Other names that mean the same thing: entity heterogeneity, entity identification, object isomerism, instance identification, merge/purge, entity reconciliation,
list washing, match/consolidate and data cleaning. I like the term "record linkage" and will refer to it as such from this point forward in this blog.

Seems clear that if you want to be thorough in your record linkage efforts you would implement a combination of deterministic and probabilistic matching methodologies. Using a straightforward name and address match such as the Firstlogic (now Business Objects) approach will usually be sufficient if you are a list vendor or mailhouse. But if you are at all serious about identity management you will step into the deep end and implement a probabilistic matching method. I've downloaded the Ferbl open source probablistic matching tool, but have yet to experiment with it.

But whatever method you use or software package you buy, the quality of your record linkage always ends up in how good you have configured your rules.
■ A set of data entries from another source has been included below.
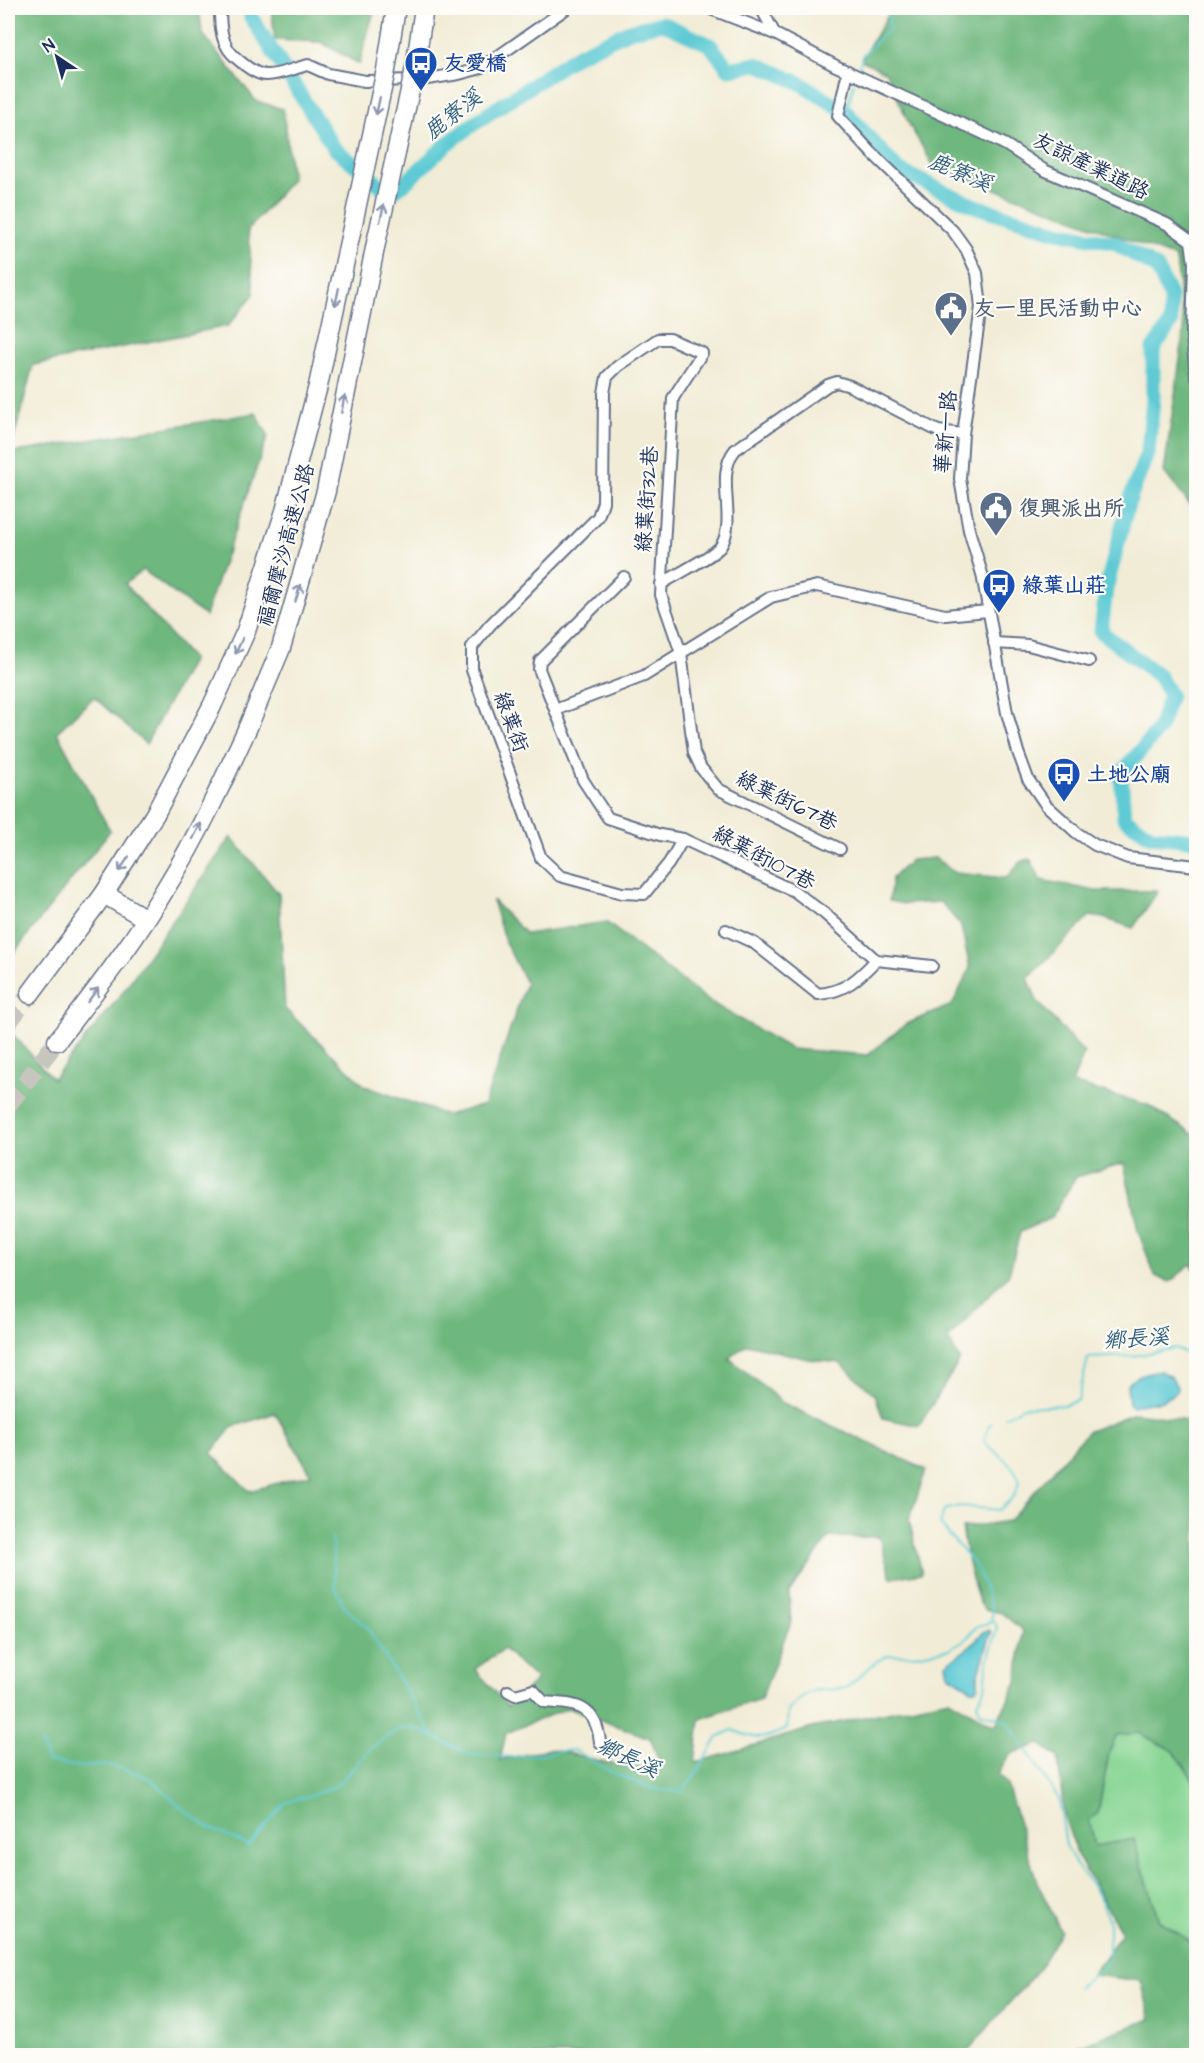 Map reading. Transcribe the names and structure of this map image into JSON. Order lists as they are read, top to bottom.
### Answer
{
  "streets": {
    "highway": ["福爾摩沙高速公路"],
    "street": [
      "友諒產業道路",
      "華新一路",
      "綠葉街32巷",
      "綠葉街",
      "綠葉街67巷",
      "綠葉街107巷"
    ]
  },
  "crossings": [
    ["友諒產業道路", "華新一路"],
    ["綠葉街32巷", "綠葉街"],
    ["綠葉街32巷", "綠葉街67巷"],
    ["綠葉街", "綠葉街107巷"]
  ],
  "water": ["鹿寮溪", "鄉長溪"],
  "places": {
    "bus stop": ["友愛橋", "綠葉山莊", "土地公廟"],
    "public building": ["友一里民活動中心", "復興派出所"]
  },
  "north": "top left"
} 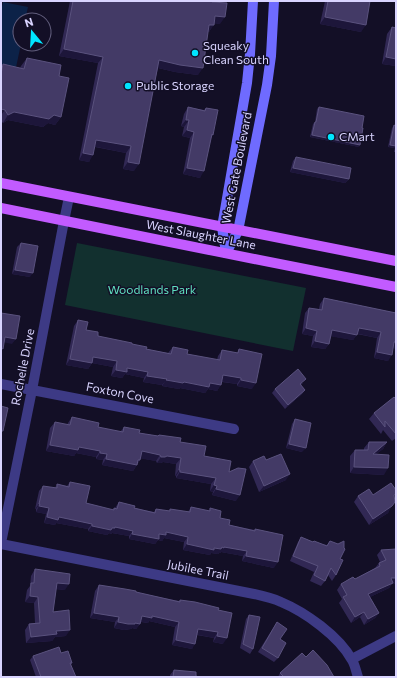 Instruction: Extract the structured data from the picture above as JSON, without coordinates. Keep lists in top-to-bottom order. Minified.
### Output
{"streets":{"main road":["West Gate Boulevard","West Slaughter Lane"],"street":["Rochelle Drive","Foxton Cove","Jubilee Trail"]},"crossings":[["West Gate Boulevard","West Slaughter Lane"],["West Slaughter Lane","Rochelle Drive"],["Rochelle Drive","Foxton Cove"],["Rochelle Drive","Jubilee Trail"]],"parks":["Woodlands Park"],"places":["Squeaky Clean South","Public Storage","CMart"],"north":"top"} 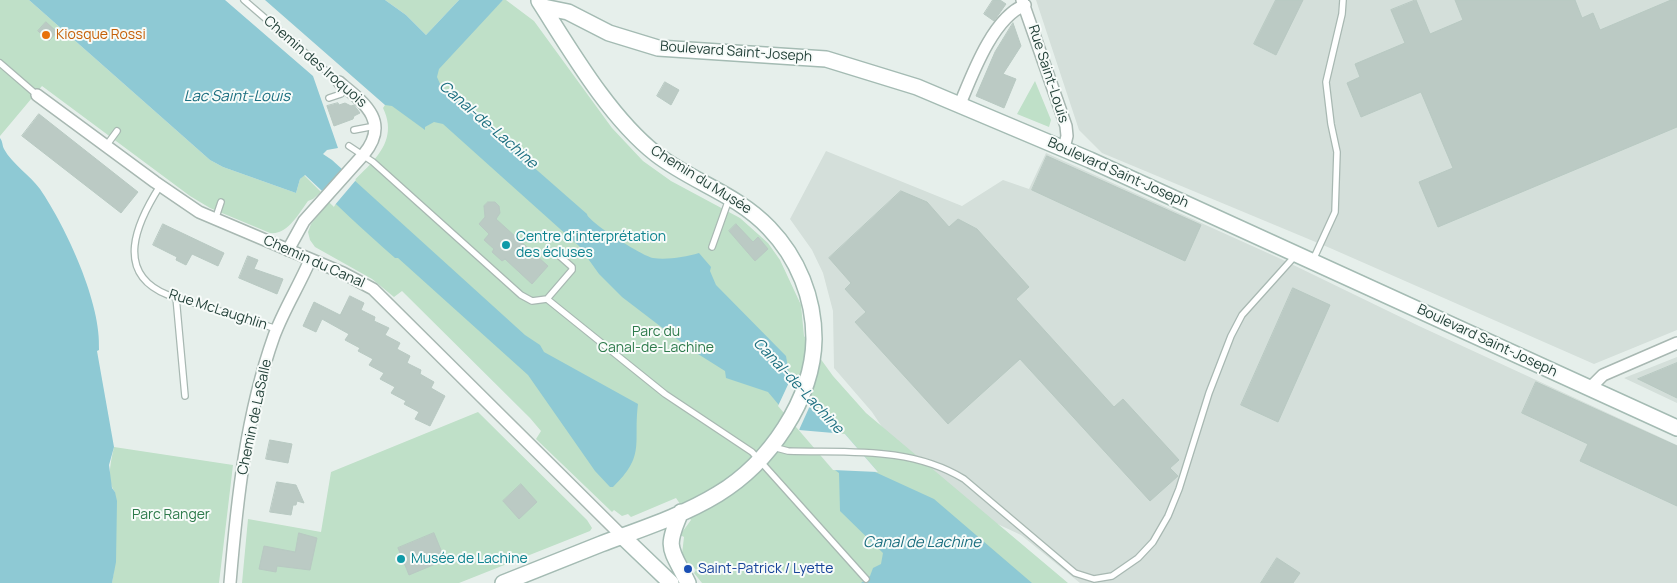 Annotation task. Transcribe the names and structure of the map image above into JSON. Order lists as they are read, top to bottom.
{
  "streets": {
    "street": [
      "Boulevard Saint-Joseph",
      "Chemin des Iroquois",
      "Rue Saint-Louis",
      "Chemin du Musée",
      "Chemin du Canal",
      "Chemin de LaSalle"
    ],
    "lane": ["Rue McLaughlin"]
  },
  "crossings": [
    ["Boulevard Saint-Joseph", "Rue Saint-Louis"],
    ["Boulevard Saint-Joseph", "Chemin du Musée"],
    ["Chemin du Musée", "Chemin du Canal"],
    ["Chemin du Canal", "Rue McLaughlin"],
    ["Chemin du Canal", "Chemin de LaSalle"],
    ["Rue McLaughlin", "Chemin de LaSalle"]
  ],
  "water": ["Lac Saint-Louis", "Canal-de-Lachine", "Canal de Lachine"],
  "parks": ["Parc du Canal-de-Lachine", "Parc Ranger"],
  "places": [
    "Kiosque Rossi",
    "Centre d’interprétation des écluses",
    "Musée de Lachine",
    "Saint-Patrick / Lyette"
  ]
} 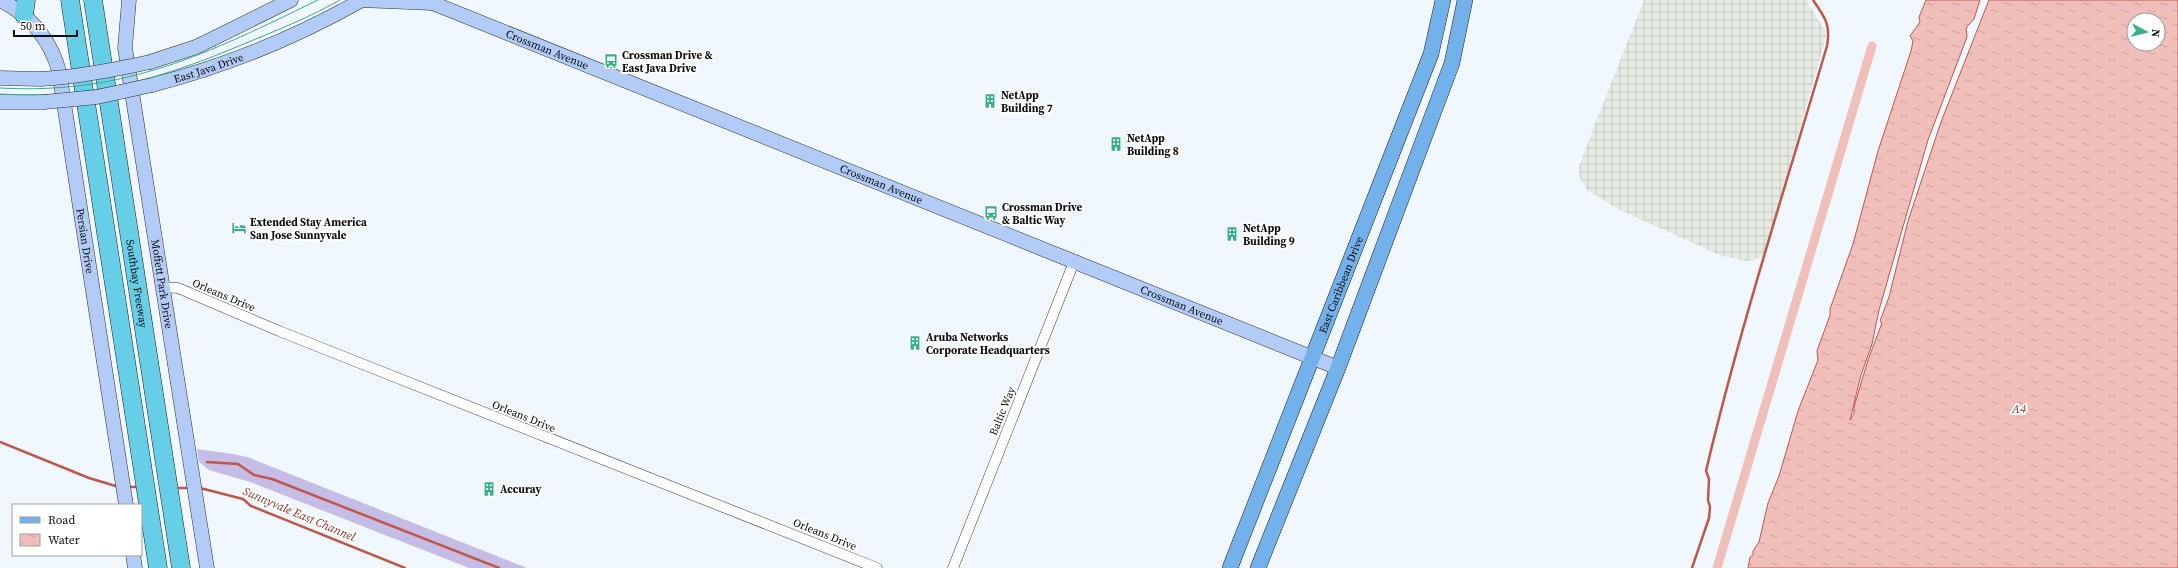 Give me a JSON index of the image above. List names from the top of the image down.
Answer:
{
  "streets": {
    "highway": ["Southbay Freeway"],
    "main road": ["East Caribbean Drive"],
    "street": [
      "Crossman Avenue",
      "East Java Drive",
      "Persian Drive",
      "Moffett Park Drive",
      "Orleans Drive",
      "Baltic Way"
    ]
  },
  "crossings": [
    ["Crossman Avenue", "East Java Drive"],
    ["Crossman Avenue", "East Caribbean Drive"],
    ["Crossman Avenue", "Baltic Way"],
    ["Moffett Park Drive", "Orleans Drive"]
  ],
  "water": ["A4", "Sunnyvale East Channel"],
  "places": {
    "bus stop": ["Crossman Drive & East Java Drive", "Crossman Drive & Baltic Way"],
    "building": [
      "NetApp Building 7",
      "NetApp Building 8",
      "NetApp Building 9",
      "Aruba Networks Corporate Headquarters",
      "Accuray"
    ],
    "hotel": ["Extended Stay America San Jose Sunnyvale"]
  },
  "legend": ["Road", "Water"],
  "scale_bar": "50 m",
  "north": "right"
} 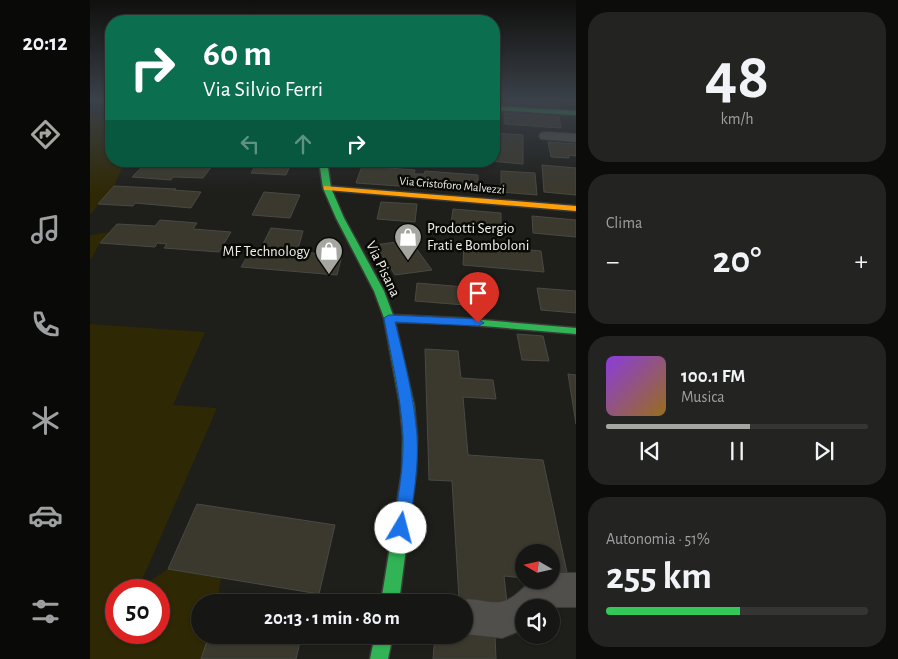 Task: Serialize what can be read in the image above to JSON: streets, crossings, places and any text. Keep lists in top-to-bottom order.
{
  "streets": {
    "main road": ["Via Cristoforo Malvezzi", "Via Pisana"]
  },
  "crossings": [
    ["Via Cristoforo Malvezzi", "Via Pisana"]
  ],
  "places": {
    "shop": ["Prodotti Sergio Frati e Bomboloni", "MF Technology"]
  },
  "north": "left",
  "page": {
    "tabs": "20:12",
    "tile": [
      ["48", "km/h"],
      "Clima",
      ["Autonomia · 51%", "255 km"]
    ],
    "turn": ["60 m", "Via Silvio Ferri"],
    "heat": ["−", "20°", "+"],
    "song": ["100.1 FM", "Musica"],
    "limit": "50",
    "trip": "20:13 · 1 min · 80 m"
  }
} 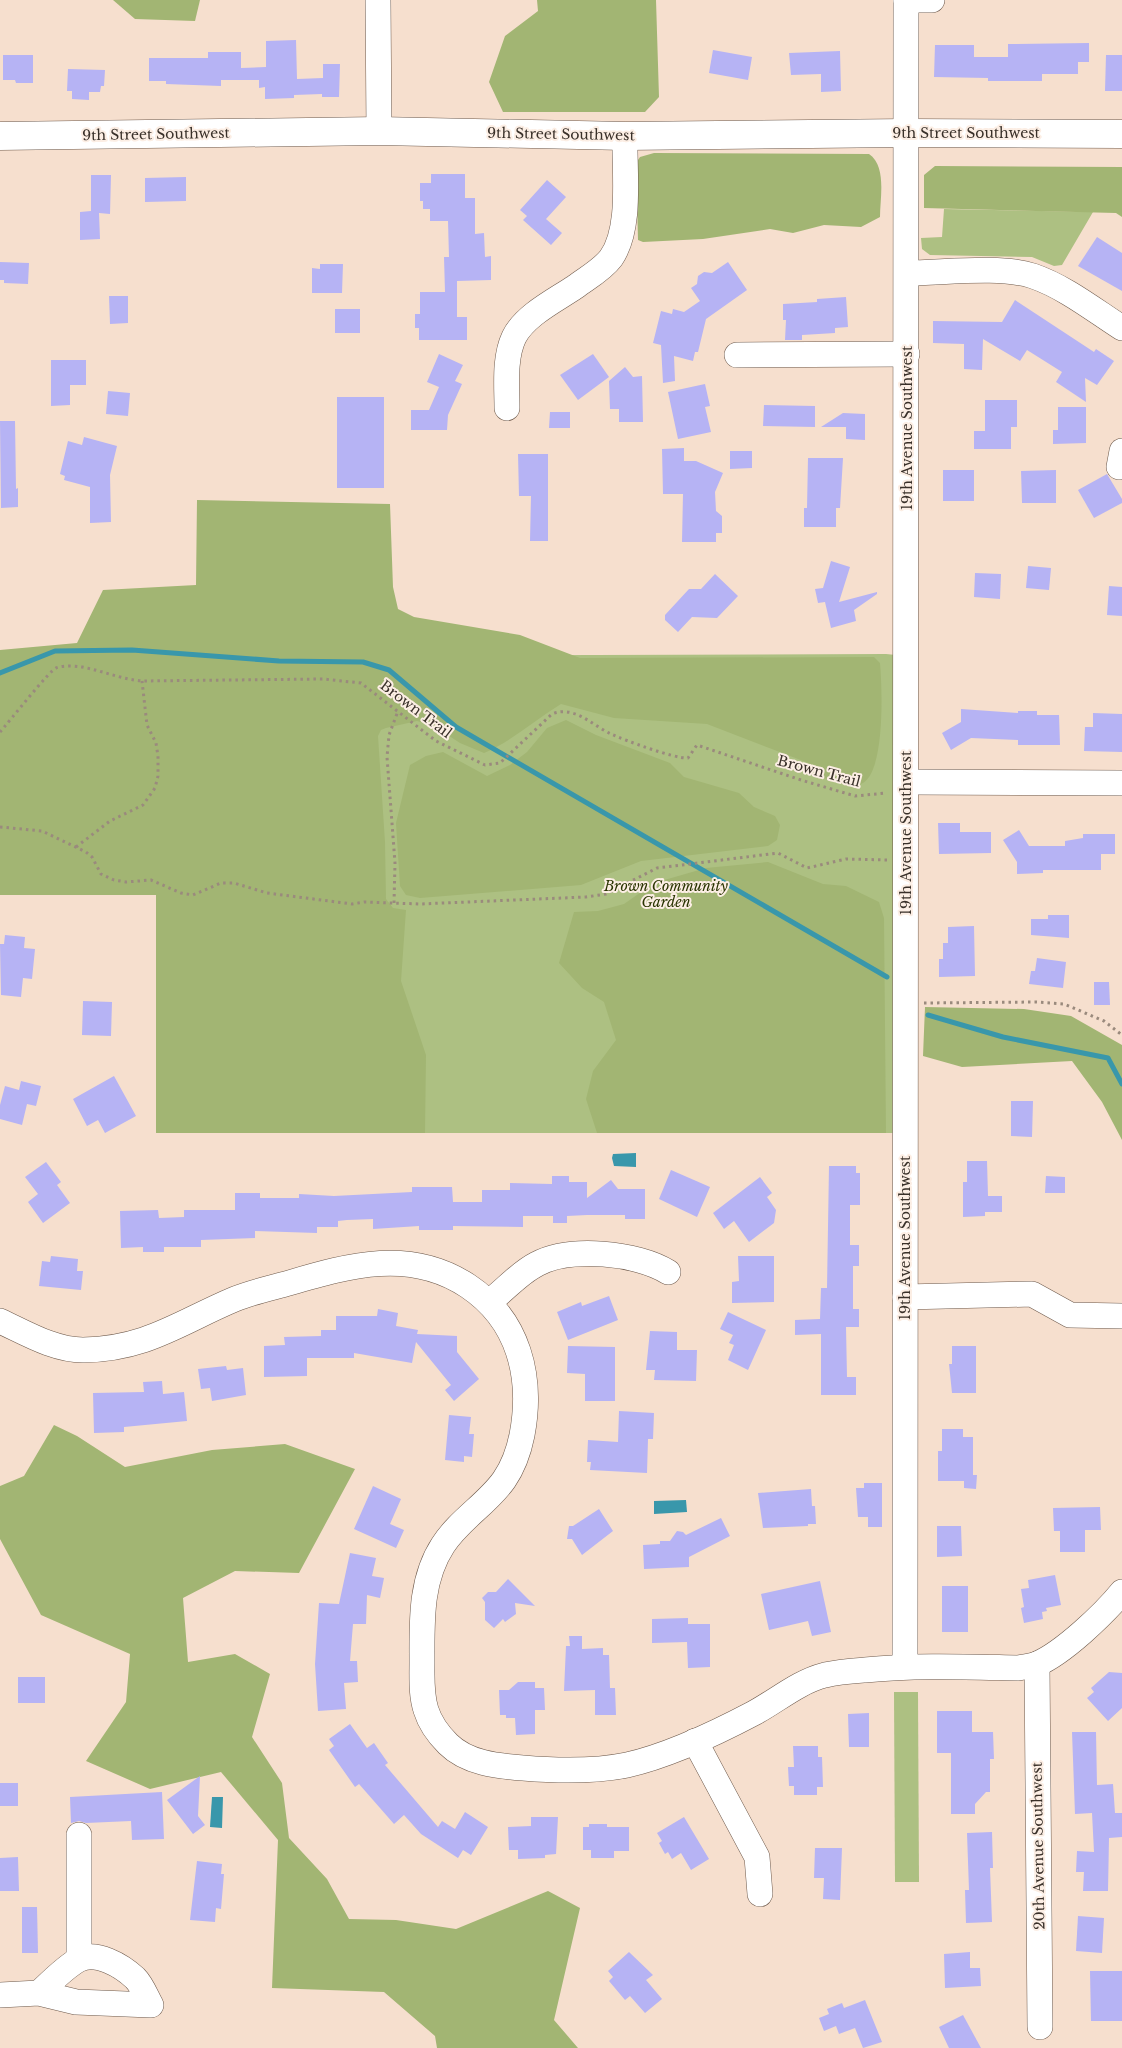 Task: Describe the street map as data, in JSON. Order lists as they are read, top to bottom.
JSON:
{
  "streets": {
    "main road": ["9th Street Southwest"],
    "street": ["19th Avenue Southwest", "20th Avenue Southwest"],
    "path": ["Brown Trail"]
  },
  "crossings": [
    ["9th Street Southwest", "19th Avenue Southwest"],
    ["19th Avenue Southwest", "Brown Trail"]
  ],
  "parks": ["Brown Community Garden"]
}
This is not an off-the-shelf solution - it requires work.

I bet most organizations "record linkage problems" could have been avoided if enough forsight and initiative had been put on the original database systems, in establishing that unique key.

Well, I guess hindsight is in fact - 20/20.

One product that definitely contributes to an increased percentage of record linkage is the SSA-NAME3 product. As you'll see from their site, they have developed this name search tool which uses probabilistic matching but factors in how common or uncommon the name is. For example matching two Jose Garcia's in the city of Los Angeles is not the same as matching two Jose Garcia's in Iceland. They are probably the same person in Iceland and most likely not, in LA.

What is a Data Steward?

Data Steward defined:

The person responsible for a data standard. In this role, a Data Steward is charged by his/her Management to develop and maintain the data standard and to counsel Service personnel on the proper use of the data. He/she must: have a thorough knowledge of the subject matter of the standard, provide accurate and current electronic copies of data relevant to the standard, and weigh the pros and cons of comments received during review of the standard. He/she is authorized to defend or modify the standard as necessary in order to ensure its proper use.
Claudio Imhoff's definition and description of duties:
Steward - from Old English for "keeper of the sty", a sty ward.

Data Steward - Person responsible for managing the data in a corporation in terms of integrated, consistent definitions, structures, calculations, derivations, and so on.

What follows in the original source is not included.